Re: HTTP/2 vs. proxies ?

Eric and Matthew,

The discussion is welcome, but the speculation about people's motives is not. Please keep it technical and professional.

Thanks,


On 22 Jun 2014, at 11:16 am, Matthew Kerwin <matthew@kerwin.net.au> wrote:

> Eric wrote:
>> the only thing HTTP/2 is ready for is T-E,
> which will only happen if, not when, the corporate interests jump on
> the interoperability bandwagon. So I'm sure HTTP/2 will go to last
> call without it, this is simply not the consensus view (although I
> question whether this would be the case if HTTP/2 were being developed
> by those who care about architecture over the corporate bottom line
> for the next quarter).
> 
> Speaking of T-E, and non-corporate interests, I've cobbled together
> something based on one of my original proposals for encoded/compressed
> DATA frames, taking advantage of the new extensibility model:
> <https://datatracker.ietf.org/doc/draft-kerwin-http2-encoded-data/>
> 
> If there's interest I'm happy to hand it over to the wg, or to shuffle
> the ids up into the experimental ranges and keep it unofficial.
> 
> -- 
>  Matthew Kerwin
>  http://matthew.kerwin.net.au/
> 

On 22 Jun 2014, at 10:21 am, Eric J. Bowman <eric@bisonsystems.net> wrote:

> Yes, from the outside looking in, it's quite clear that this is the
> first major Internet protocol being driven by corporate concerns rather
> than architecture. Focusing on the requirements of the next product-
> release cycle, to the exclusion of any concerns about how the Web would
> have collapsed under its own weight without intermediaries, quite
> naturally leads to the aversion we're seeing to T-E or anything else
> that slows down and fattens up the protocol in the name of universal
> interoperability.
> 
> The corporate concern is to go faster, my concern as a freelancer is
> free scaling, which we don't see with lesser corporate-driven protocols
> like WebSocket -- obviously, to me, a result of being on port 80 in a
> way which excludes intermediary participation.
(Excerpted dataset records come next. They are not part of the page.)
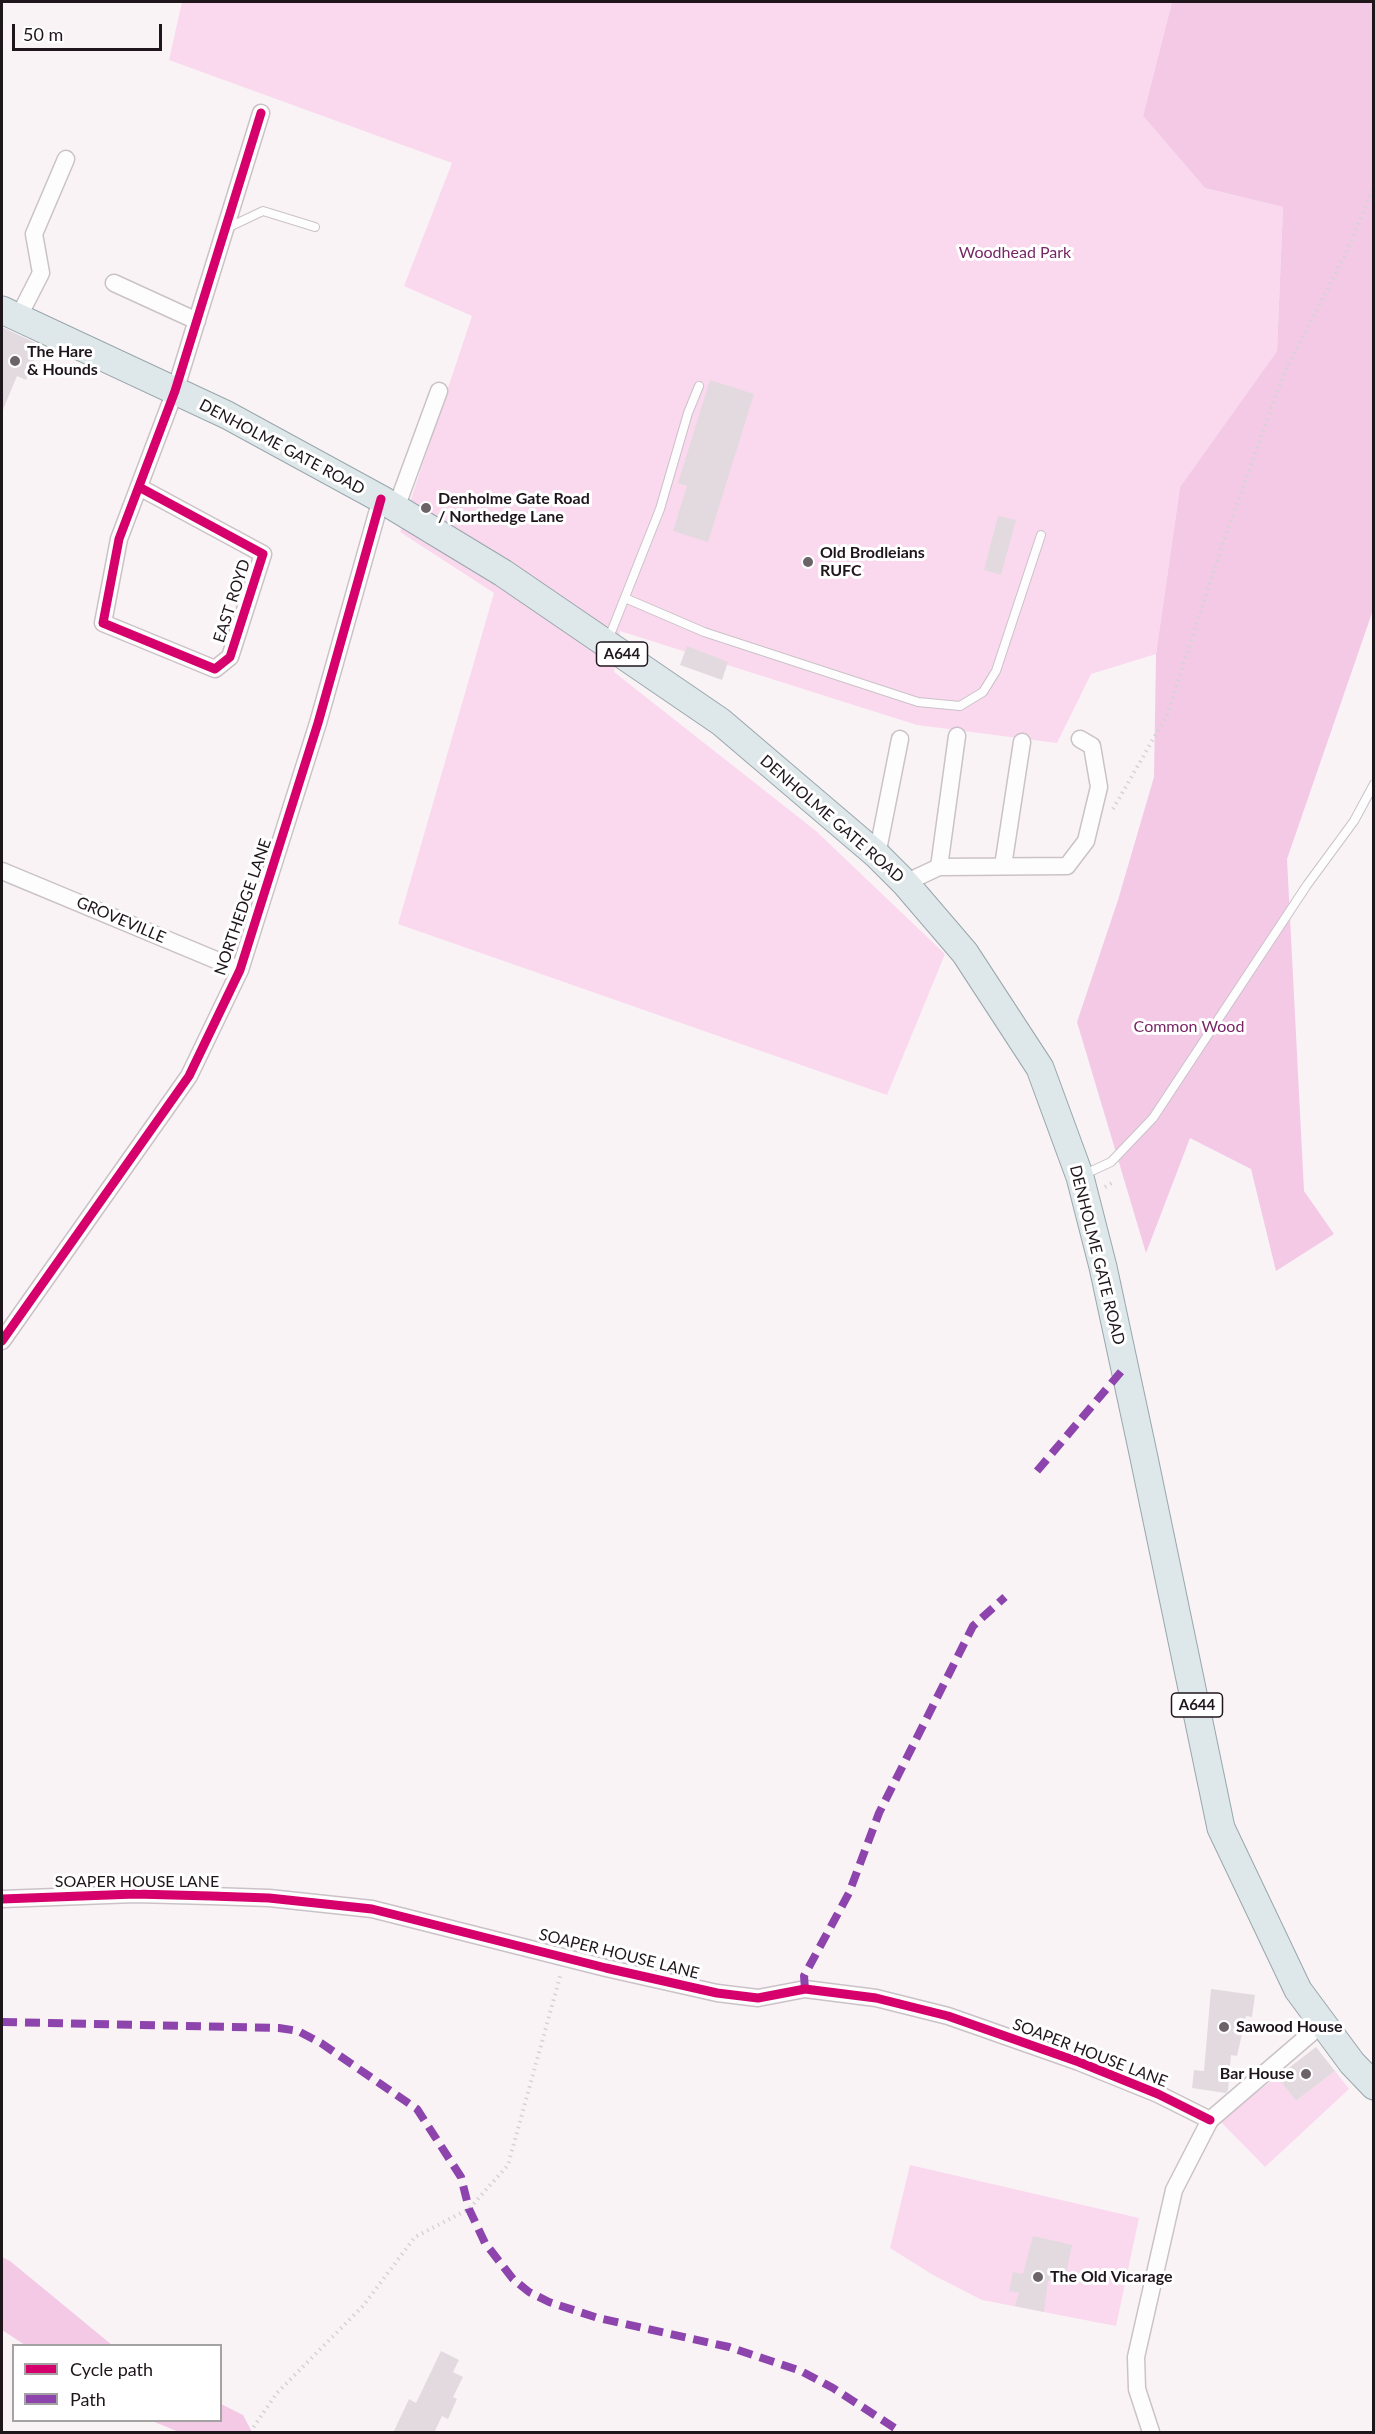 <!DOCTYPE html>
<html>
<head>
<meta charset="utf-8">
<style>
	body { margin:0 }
	#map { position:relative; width:1375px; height:2434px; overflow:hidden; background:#f9f3f6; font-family:Lato,sans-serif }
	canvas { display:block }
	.frame { position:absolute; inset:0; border:3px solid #1f161c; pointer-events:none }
	.legend { position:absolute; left:12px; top:2344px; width:210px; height:78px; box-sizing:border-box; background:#fff; border:2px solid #a5a2a4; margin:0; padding:8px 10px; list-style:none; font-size:18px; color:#1f161c }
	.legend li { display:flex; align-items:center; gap:12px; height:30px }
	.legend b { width:30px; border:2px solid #a5a2a4 }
	.scale { position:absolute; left:12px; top:24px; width:150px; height:27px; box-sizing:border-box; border:3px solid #1f161c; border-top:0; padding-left:8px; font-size:18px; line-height:21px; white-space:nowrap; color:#1f161c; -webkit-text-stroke:4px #fff; paint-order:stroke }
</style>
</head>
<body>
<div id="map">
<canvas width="1375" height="2434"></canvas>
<div class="frame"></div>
<ul class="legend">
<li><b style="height:8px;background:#d6006c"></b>Cycle path</li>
<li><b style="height:8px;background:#8e44ad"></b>Path</li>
</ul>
<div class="scale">50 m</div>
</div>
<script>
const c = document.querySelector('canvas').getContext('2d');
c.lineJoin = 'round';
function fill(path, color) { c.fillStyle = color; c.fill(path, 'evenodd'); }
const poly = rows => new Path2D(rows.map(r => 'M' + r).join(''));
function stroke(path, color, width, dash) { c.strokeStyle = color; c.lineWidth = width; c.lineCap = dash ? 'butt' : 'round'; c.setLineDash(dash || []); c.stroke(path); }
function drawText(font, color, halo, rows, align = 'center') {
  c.font = font + ' Lato,sans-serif'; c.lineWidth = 6; c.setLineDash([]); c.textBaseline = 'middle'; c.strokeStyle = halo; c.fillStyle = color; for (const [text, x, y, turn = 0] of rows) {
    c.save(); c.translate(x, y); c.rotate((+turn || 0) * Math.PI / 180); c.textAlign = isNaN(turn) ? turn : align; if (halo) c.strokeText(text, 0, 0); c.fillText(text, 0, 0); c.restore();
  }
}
const green = poly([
	[182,2,1172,2,1143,116,1205,188,1283,207,1277,351,1180,487,1156,654,1091,674,1057,743,917,725,620,631,614,672,816,831,945,954,887,1095,398,924,494,593,400,532,472,316,404,286,452,163,169,60],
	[1335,2071,1349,2089,1265,2167,1219,2120,1277,2077,1296,2101],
	[910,2165,1139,2218,1116,2326,982,2300,933,2275,890,2248]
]);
const forest = poly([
	[1172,2,1373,2,1373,610,1287,859,1304,1191,1334,1234,1276,1271,1251,1169,1190,1138,1146,1253,1077,1022,1118,900,1154,777,1156,654,1180,487,1277,351,1283,207,1205,188,1143,116],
	[2,2257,10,2261,112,2345,25,2345,2,2330],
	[221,2404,243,2415,252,2432,179,2432,152,2421,220,2420]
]);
const building = poly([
	[2,327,40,345,26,380,17,376,2,412],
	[710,380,754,394,708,542,673,531,687,486,678,483],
	[998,516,1016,520,1001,575,984,570],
	[687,646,728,662,722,680,680,665],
	[1211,1989,1255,1995,1252,2017,1246,2016,1237,2056,1231,2055,1228,2090,1226,2093,1192,2088,1194,2070,1204,2071],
	[1316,2047,1335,2071,1296,2101,1277,2077],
	[1033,2236,1072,2245,1064,2283,1048,2281,1044,2312,1015,2306,1019,2293,1009,2291,1013,2272,1023,2274],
	[441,2351,459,2360,453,2372,463,2377,453,2397,457,2399,448,2419,442,2416,434,2433,393,2433,409,2399,416,2403]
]);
const path = poly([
	[1113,809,1167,715,1221,549,1283,375,1346,253,1374,186],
	[1105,1187,1115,1181],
	[250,2432,277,2393,363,2306,415,2237,469,2209,508,2165,561,1973]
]);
const lane = poly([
	[225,229,263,211,315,227],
	[625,598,704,632,918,702,960,706,983,692,996,671,1041,535],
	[608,640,660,509,688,413,699,386],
	[1083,1175,1111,1162,1153,1118,1307,885,1354,821,1374,784]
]);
const street = poly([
	[114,283,197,321],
	[18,318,41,273,34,234,66,159],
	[139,487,263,554,230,657,215,669,103,623,119,539,175,391,261,113],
	[396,508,439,391],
	[877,855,900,739],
	[1003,866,1022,742],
	[939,867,1067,866,1086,841,1099,787,1092,746,1080,739],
	[2,871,240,970],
	[905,883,939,867,957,736],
	[2,1341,189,1076,240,970,318,723,381,499],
	[2,1899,135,1894,211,1896,269,1898,372,1909,606,1968,717,1993,758,1998,805,1989,876,1998,948,2016,1079,2062,1158,2094,1210,2120],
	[1151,2432,1137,2389,1136,2357,1174,2190,1210,2120,1323,2023]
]);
const primary = poly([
	[2,310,227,415,381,499,503,573,721,722,877,855,905,883,965,953,1040,1068,1080,1177,1103,1267,1143,1453,1221,1828,1298,1990,1352,2063,1374,2086]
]);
const quiet = poly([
	[1037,1471,1125,1367],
	[805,1989,804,1976,849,1893,879,1813,973,1626,1005,1597],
	[2,2022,279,2028,298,2031,321,2043,417,2109,461,2177,469,2209,485,2243,513,2279,529,2292,549,2302,598,2318,729,2347,801,2371,833,2388,901,2432]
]);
const cycleway = poly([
	[139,487,263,554,230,657,215,669,103,623,119,539,175,391,261,113],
	[2,1341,189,1076,240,970,318,723,381,499],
	[2,1899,135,1894,211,1896,269,1898,372,1909,606,1968,717,1993,758,1998,805,1989,876,1998,948,2016,1079,2062,1158,2094,1210,2120]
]);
const markers = [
	[15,361,6,"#6b6368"],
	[426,508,6,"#6b6368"],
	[808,562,6,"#6b6368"],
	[1224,2027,6,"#6b6368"],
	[1306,2074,6,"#6b6368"],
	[1038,2277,6,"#6b6368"]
];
const shields = [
	[622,654,51],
	[1197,1705,51]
];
const shieldNames = [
	["A644",622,654],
	["A644",1197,1705]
];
const parkNames = [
	["Woodhead Park",1015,253],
	["Common Wood",1189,1027]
];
const poiNames = [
	["The Hare",27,352],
	["& Hounds",27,370],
	["Denholme Gate Road",438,499],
	["/ Northedge Lane",438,517],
	["Old Brodleians",820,553],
	["RUFC",820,571],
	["Sawood House",1236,2027],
	["Bar House",1294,2074,"right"],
	["The Old Vicarage",1050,2277]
];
const streetNames = [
	["DENHOLME GATE ROAD",282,447,28],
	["EAST ROYD",232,601,-72],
	["DENHOLME GATE ROAD",832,819,41],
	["NORTHEDGE LANE",243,907,-71],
	["GROVEVILLE",121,920,23],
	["DENHOLME GATE ROAD",1097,1255,76],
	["SOAPER HOUSE LANE",137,1882],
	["SOAPER HOUSE LANE",619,1954,14],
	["SOAPER HOUSE LANE",1090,2053,21]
];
fill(green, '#fad9ee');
fill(forest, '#f3c9e6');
fill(building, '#e3dadf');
stroke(lane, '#cac2c7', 10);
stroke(street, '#cac2c7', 19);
stroke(primary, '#99a7ac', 29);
stroke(path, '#d5d3d4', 4, [1.5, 4.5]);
stroke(lane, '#fefdfe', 8);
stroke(street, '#fefdfe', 16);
stroke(primary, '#dee7e9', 27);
stroke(quiet, '#8e44ad', 8, [15, 8]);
stroke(cycleway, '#d6006c', 9);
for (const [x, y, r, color] of markers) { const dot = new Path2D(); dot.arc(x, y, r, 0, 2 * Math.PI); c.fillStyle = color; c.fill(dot); stroke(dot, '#fff', 2); }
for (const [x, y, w] of shields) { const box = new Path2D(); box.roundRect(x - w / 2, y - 12, w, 24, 4.5); c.fillStyle = '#fff'; c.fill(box); stroke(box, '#1f161c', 1.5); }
drawText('bold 15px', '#1f161c', null, shieldNames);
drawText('16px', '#782664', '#fff', parkNames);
drawText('bold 16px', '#1f161c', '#fff', poiNames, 'left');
drawText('16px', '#1f161c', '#fff', streetNames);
</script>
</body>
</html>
WS costs far more to
> deploy than HTTP/1.1, and if this winds up being the case with HTTP/2
> then it'll be just as "corporate" a solution as WS and HTTP/1.1 will be
> with us for a good while to come.
> 
> I'd say this one comes down to money. The big players have a financial
> stake in being able to use their size to dominate the market; the rest
> of us have loved HTTP caching for 15+ years now, because it levels the
> playing field. This issue manifests itself in "working with proxies",
> but I'd rather not kid myself about the real motivation for this break
> with the time-proven Taylor-school approach to Web architecture. I
> can't stress enough, if it ain't broke, don't fix it; intermediaries
> were the fix to what was broken before, why would anyone want to do
> away with it in this day and age for architectural reasons?